Question sur la souplesse dans le calendrier des réformes du Pacte d'Excellence
Question orale de Mme Stéphanie Cortisse, Députée, à Mme Caroline Désir, Ministre de l'Éducation, intitulée « Vers plus de souplesse dans la mise en œuvre des réformes du Pacte pour un enseignement d'excellence »
Mme Stéphanie Cortisse (MR). – Après plusieurs reports liés à la crise sanitaire, les réformes du
Pacte pour un enseignement d'excellence s'enchaînent et beaucoup d'enseignants
et de directions d'écoles, s'ils ne les contestent souvent pas dans leurs principes,
regrettent leur accumulation et leurs délais de mise en œuvre.
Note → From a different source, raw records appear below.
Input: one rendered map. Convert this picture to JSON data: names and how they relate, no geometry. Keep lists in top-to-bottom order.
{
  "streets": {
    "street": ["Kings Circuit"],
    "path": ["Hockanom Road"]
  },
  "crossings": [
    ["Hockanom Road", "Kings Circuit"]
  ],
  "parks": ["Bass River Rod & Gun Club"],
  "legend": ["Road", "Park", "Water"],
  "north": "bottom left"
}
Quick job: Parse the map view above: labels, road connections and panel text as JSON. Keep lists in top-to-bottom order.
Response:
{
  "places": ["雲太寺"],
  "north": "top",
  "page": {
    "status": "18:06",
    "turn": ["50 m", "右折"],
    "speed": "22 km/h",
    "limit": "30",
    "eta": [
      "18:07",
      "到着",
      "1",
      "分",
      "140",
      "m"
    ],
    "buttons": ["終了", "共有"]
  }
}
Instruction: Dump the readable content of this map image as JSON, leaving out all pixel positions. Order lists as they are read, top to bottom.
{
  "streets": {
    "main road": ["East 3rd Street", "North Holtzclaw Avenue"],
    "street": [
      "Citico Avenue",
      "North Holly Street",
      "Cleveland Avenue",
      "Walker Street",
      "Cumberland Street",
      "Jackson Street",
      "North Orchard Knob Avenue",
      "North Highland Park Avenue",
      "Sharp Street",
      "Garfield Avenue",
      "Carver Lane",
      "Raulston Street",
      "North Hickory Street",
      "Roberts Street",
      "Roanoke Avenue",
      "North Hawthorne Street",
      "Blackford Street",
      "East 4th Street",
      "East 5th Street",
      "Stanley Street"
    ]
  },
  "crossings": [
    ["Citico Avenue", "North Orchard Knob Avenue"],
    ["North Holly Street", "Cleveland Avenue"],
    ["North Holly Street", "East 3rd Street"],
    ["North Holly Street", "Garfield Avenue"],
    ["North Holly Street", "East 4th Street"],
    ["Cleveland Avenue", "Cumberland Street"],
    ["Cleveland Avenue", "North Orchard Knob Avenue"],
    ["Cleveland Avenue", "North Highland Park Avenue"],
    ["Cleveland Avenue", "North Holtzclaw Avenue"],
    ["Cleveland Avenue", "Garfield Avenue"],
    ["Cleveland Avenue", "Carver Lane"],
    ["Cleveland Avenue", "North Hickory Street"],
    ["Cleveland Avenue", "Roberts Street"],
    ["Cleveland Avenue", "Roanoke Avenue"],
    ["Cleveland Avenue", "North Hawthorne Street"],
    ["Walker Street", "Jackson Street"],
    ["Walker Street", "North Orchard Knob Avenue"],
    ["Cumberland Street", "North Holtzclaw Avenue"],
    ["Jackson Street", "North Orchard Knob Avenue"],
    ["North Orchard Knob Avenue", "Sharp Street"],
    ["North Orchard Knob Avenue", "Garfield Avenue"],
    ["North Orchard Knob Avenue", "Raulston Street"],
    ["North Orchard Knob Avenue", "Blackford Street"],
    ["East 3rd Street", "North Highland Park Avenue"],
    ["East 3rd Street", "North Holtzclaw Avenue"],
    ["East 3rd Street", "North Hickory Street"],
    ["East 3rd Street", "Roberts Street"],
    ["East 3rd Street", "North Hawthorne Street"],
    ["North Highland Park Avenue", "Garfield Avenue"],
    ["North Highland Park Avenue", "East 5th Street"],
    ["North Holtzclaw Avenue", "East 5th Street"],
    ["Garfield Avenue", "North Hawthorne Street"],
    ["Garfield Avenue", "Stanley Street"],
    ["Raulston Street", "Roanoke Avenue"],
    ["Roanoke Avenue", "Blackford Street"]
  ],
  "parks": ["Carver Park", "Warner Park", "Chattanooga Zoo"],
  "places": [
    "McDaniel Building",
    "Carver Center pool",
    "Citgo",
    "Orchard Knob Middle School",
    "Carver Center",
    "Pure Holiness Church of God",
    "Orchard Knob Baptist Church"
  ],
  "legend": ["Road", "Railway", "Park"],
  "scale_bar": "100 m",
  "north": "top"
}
Madame la Ministre, les représentants des
directions de chaque réseau vous ont avertie de la situation par plusieurs
courriers. J'entends également ces critiques sur le terrain, lors de mes
rencontres dans les écoles.
Lors de la réunion du 11 avril dernier de
notre Commission, vous avez rappelé que nous arrivions au bout de ces réformes,
du moins dans l'enseignement fondamental. Vous avez ajouté que le gouvernement
souhaitait alléger le programme pour que l'année prochaine se déroule le plus
sereinement possible. Vous avez également annoncé vouloir soumettre une série
de propositions très concrètes au gouvernement – ce qui a été fait – et vous
espériez pouvoir les communiquer officiellement au Comité de concertation du
Pacte le 20 avril dernier.
Quelles propositions concrètes ont-elles été
retenues par le gouvernement? Quels seront les allègements et la souplesse
apportés dans la mise en œuvre des réformes du Pacte durant l'année scolaire prochaine
et les suivantes? Certaines réformes sont-elles reportées? Si oui, lesquelles
et à quand?
Mme Caroline Désir, Ministre de
l'Éducation. – Le 6 avril dernier, j'ai réuni le
Comité de concertation du Pacte pour un enseignement d'excellence afin de faire
le point sur la situation et d'évaluer les conditions dans lesquelles il était
possible de poursuivre notre feuille de route.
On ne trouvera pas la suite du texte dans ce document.